Selon un amendement de compromis adopté par la plénière, les États membres mettront en place des guichets uniques au plus tard trois ans après l'entrée en vigueur de la directive. Ces guichets uniques permettront aux prestataires de services d'effectuer leurs formalités administratives nécessaires à leurs activités.
Peut-on s'attendre à une accélération de la procédure législative ? « La Commission et le Conseil ont clairement indiqué que les amendements du Parlement obtenus à une large majorité seront repris », a rappelé Evelyne Gebhardt, en soulignant la « majorité confortable » obtenue sur les amendements relatifs au principe de libre prestation de services (certains amendements ont obtenu 450 voix, a-t-elle noté). « Nous nous attendons à ce que la Commission et le Conseil respectent leur parole », a-t-elle prévenu.
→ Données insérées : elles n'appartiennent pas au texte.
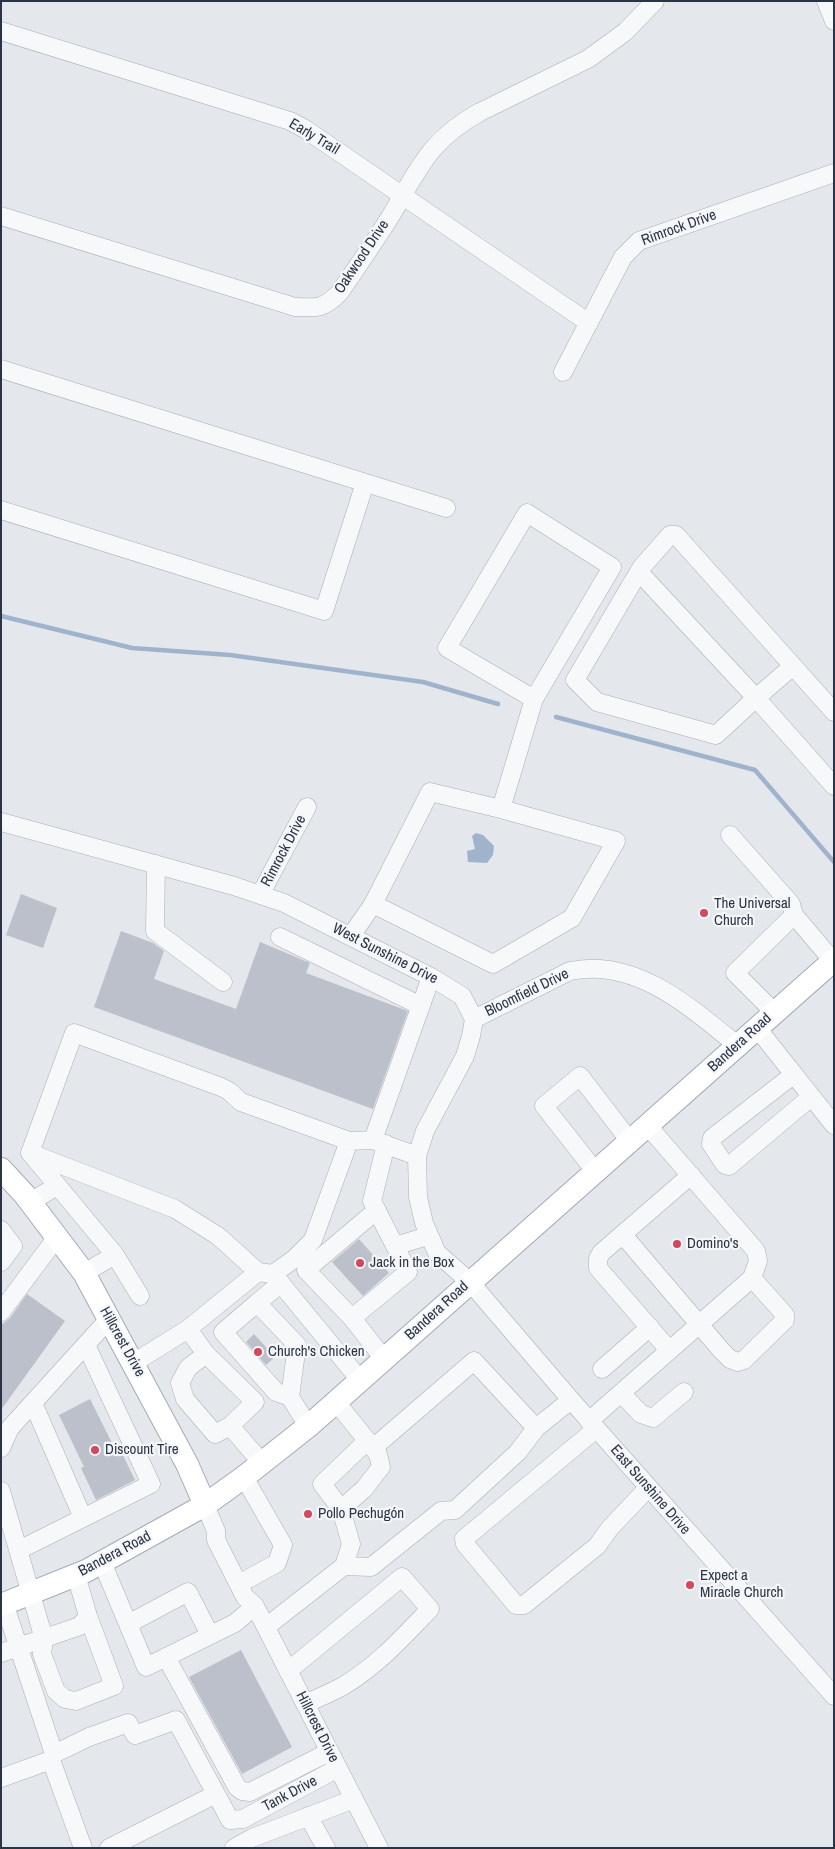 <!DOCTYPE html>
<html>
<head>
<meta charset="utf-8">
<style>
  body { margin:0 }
  #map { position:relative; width:835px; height:1849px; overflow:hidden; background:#e4e7ec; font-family:"Archivo Narrow",sans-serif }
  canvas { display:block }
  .frame { position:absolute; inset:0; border:2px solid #2b3445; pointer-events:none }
</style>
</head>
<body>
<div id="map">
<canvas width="835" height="1849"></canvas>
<div class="frame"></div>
</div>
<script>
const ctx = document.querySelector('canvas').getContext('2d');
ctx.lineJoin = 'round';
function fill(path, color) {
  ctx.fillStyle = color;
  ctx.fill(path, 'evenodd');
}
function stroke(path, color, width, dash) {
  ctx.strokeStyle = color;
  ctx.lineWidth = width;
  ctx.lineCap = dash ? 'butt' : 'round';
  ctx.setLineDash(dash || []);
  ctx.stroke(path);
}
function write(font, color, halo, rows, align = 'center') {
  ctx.font = font + ' "Archivo Narrow",sans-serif';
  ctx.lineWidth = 4.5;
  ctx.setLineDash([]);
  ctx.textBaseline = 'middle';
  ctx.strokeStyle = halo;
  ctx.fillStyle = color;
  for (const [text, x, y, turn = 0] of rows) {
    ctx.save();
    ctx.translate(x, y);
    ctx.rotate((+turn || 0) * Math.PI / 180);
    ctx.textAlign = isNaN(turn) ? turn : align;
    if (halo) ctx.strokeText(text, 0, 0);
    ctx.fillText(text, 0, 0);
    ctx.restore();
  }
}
fill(new Path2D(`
  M 476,833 L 483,835 L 494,846 L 493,855 L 487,863 L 468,862 L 467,851 L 475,849 L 472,836 Z`), '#9fb4cc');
stroke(new Path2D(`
  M 1,616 L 132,648 L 230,655 L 423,682 L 498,704
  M 556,717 L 755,770 L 834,862`), '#9fb4cc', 4.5);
fill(new Path2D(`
  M 21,894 L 57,908 L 43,948 L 6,935 Z
  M 121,931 L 153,943 L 164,951 L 154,979 L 236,1009 L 260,942 L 310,963 L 306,973 L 408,1011 L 373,1109 L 94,1007 Z
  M 359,1239 L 389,1273 L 363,1296 L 332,1262 Z
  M 27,1294 L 65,1321 L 1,1410 L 1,1325 L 10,1318 Z
  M 254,1334 L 275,1357 L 266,1365 L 246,1342 Z
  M 90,1399 L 116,1451 L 120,1449 L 135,1480 L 96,1500 L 81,1468 L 84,1467 L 59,1415 Z
  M 241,1650 L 292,1747 L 242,1774 L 189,1677 Z`), '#bbc0ca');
const minor = new Path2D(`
  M 826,1 L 834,21
  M 1,31 L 290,121 L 305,129 L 589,323
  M 1,216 L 295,307 C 317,308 324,309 340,292 C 358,265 377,239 393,212 C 420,166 431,139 480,112 L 588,59 L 625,32 L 655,1
  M 1,369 L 446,508
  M 563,372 L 623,257 L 639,241 L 834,173
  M 1,510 L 324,611 L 365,483
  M 639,572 L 756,698 L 716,735 L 597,702 L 575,680 L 641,568 L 670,535 L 676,535 L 793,666
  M 834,712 L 793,666 L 756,698 L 834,786
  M 1,822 L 234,886 L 284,903 L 431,977 L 462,996 L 474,1019 L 471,1036 L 465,1056 L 425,1131 L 417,1156 L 418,1197 L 424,1223 L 437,1253 L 470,1282 L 571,1400 L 834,1696
  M 730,835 L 791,904 L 794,915 L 735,973 L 774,1012
  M 156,864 L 155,931 L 223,982
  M 260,895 L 307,807
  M 373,904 L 430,792 L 501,809
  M 794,915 L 833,961
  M 351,936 L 373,904 L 493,964 L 572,918 L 616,841 L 501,809 L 534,699 L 612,567 L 527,513 L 447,648 L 534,699
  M 280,937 L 421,1006
  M 474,1019 L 570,971 C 635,957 690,1007 737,1045
  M 757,1028 L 834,1125
  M 793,1075 L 712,1138 L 711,1144 L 725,1165 L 729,1166 L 811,1097
  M 373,1140 L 431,977
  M 386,1144 L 372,1201 L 395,1246
  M 30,1153 L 74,1033 L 221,1087 L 229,1091 L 241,1102 L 349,1141 L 373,1140 L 417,1156
  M 30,1153 L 175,1209 L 218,1236 L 258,1272
  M 32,1155 L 115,1255 L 84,1273
  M 595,1171 L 544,1106 L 580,1076 L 629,1140
  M 30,1202 L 57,1186
  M 1,1230 L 13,1246 L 1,1262
  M 623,1235 L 721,1350 L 730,1359 L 738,1362 L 744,1360 L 785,1320 L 785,1315 L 752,1278
  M 115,1255 L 140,1296
  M 273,1274 L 294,1259 L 313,1240 L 349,1141
  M 257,1303 L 281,1283
  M 1,1312 L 57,1237
  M 352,1318 L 306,1270 L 377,1210
  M 188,1329 L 206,1354 L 255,1402 L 230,1426 L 215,1434 L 185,1399 L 180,1383 L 188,1368 L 206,1354
  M 669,1350 L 598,1268 L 598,1259 L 601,1253 L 691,1175
  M 384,1359 L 352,1318 L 408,1272 L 395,1246 L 428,1236
  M 135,1362 L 188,1329 L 258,1272 L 273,1274 L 360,1380
  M 602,1369 L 650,1327
  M 621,1393 L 641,1414 L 653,1418 L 684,1392
  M 290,1397 L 297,1345 L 257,1303 L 223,1332 L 276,1392 L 290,1397 L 308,1426
  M 33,1403 L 83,1518
  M 589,1421 L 752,1278 L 758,1261 L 756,1251 L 647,1125
  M 230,1426 L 262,1463
  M 596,1429 L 464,1539 L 465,1544 L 516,1605 L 524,1605 L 597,1546 L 610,1528 L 648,1488
  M 1,1448 L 10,1428 L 109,1319
  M 373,1448 L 474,1361 L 536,1428
  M 244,1477 L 283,1545 L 277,1563 L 248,1579
  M 1,1491 L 44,1639 L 42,1654 L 56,1691 L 65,1699 L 76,1701 L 114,1686 L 88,1616
  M 205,1505 L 216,1531 L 216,1540 L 245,1597 L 255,1606 L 379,1848
  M 341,1509 L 322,1484 L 367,1441
  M 19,1550 L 151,1484 L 86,1345
  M 102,1562 L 146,1667 L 235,1623 L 255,1606
  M 344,1566 L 371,1567 L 441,1511 L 455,1510 L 518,1452 L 536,1428 L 571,1400
  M 128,1624 L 188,1592 L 210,1635
  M 266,1627 L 344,1566 L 351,1544 L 341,1509 L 364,1489 L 381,1467 L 378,1454 L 336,1402
  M 1,1653 L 80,1626 L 88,1616 L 76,1575
  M 166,1657 L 237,1787 L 242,1791 L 250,1792 L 329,1752
  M 288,1671 L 402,1577 L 430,1609 C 403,1637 377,1666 343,1686 C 331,1693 317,1698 305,1704
  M 54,1754 L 89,1737 L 128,1723 L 135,1735 L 176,1720 L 230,1820 L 243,1819 L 338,1768
  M 51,1760 L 83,1848
  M 1,1778 L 51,1760 L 54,1754 L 4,1603
  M 308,1816 L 326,1848
  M 109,1848 L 216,1794
  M 234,1848 L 252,1838 L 354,1799`);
const major = new Path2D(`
  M 1,1169 L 25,1195 L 84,1273 L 187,1464 L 205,1505
  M 1,1605 L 86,1571 L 205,1505 L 244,1477 L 311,1424 L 834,960`);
stroke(minor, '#a9aeb7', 19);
stroke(major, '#a3abb8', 24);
stroke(minor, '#f7f8fa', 18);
stroke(major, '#fff', 22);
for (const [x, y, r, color] of [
  [704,913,5,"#d1495b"],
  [677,1244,5,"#d1495b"],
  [360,1263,5,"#d1495b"],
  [258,1352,5,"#d1495b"],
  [95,1450,5,"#d1495b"],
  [308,1514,5,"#d1495b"],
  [690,1585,5,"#d1495b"]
]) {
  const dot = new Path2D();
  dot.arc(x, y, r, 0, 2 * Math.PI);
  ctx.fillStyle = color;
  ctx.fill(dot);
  stroke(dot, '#f4f6f9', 2);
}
write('15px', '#2b3445', '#f4f6f9', [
  ["Early Trail",314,137,31],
  ["Rimrock Drive",679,228,-20],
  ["Oakwood Drive",362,257,-56],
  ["Rimrock Drive",284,851,-62],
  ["West Sunshine Drive",385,954,27],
  ["Bloomfield Drive",527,993,-26],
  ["Bandera Road",740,1043,-42],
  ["Bandera Road",437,1311,-42],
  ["Hillcrest Drive",122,1342,61],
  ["East Sunshine Drive",650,1490,49],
  ["Bandera Road",115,1554,-28],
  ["Hillcrest Drive",317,1727,63],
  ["Tank Drive",290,1794,-28]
]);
write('15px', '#2b3445', '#f4f6f9', [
  ["The Universal",714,904],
  ["Church",714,921],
  ["Domino's",687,1244],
  ["Jack in the Box",370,1263],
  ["Church's Chicken",268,1352],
  ["Discount Tire",105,1450],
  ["Pollo Pechugón",318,1514],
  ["Expect a",700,1576],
  ["Miracle Church",700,1593]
], 'left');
</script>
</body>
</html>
De son côté, Malcolm Harbour a exhorté la Commission à « faire avancer » le dossier et le Conseil à stimuler les États membres: « Il faut un accord politique sur les principes de base au cœur de la directive ». Comment mieux aborder le futur Sommet économique de printemps qu'avec cette directive de « Lisbonne » ? a-t-il demandé.
Satisfaction de la Commission et du Conseil
Dans un communiqué, Charlie McCreevy a accueilli favorablement les résultats du vote grâce au « travail constructif » du PE. Du côté de la Commission, « nous allons commencer à travailler sur la préparation de la proposition modifiée fondée sur le vote du Parlement » et nos yeux se tourneront ensuite « vers le Conseil qui devra compléter le travail réalisé », écrit le Commissaire. Martin Bartenstein, le ministre autrichien de l'Économie et du Travail, a lui aussi salué dans un communiqué les résultats du vote, comme « fil conducteur des négociations futures ».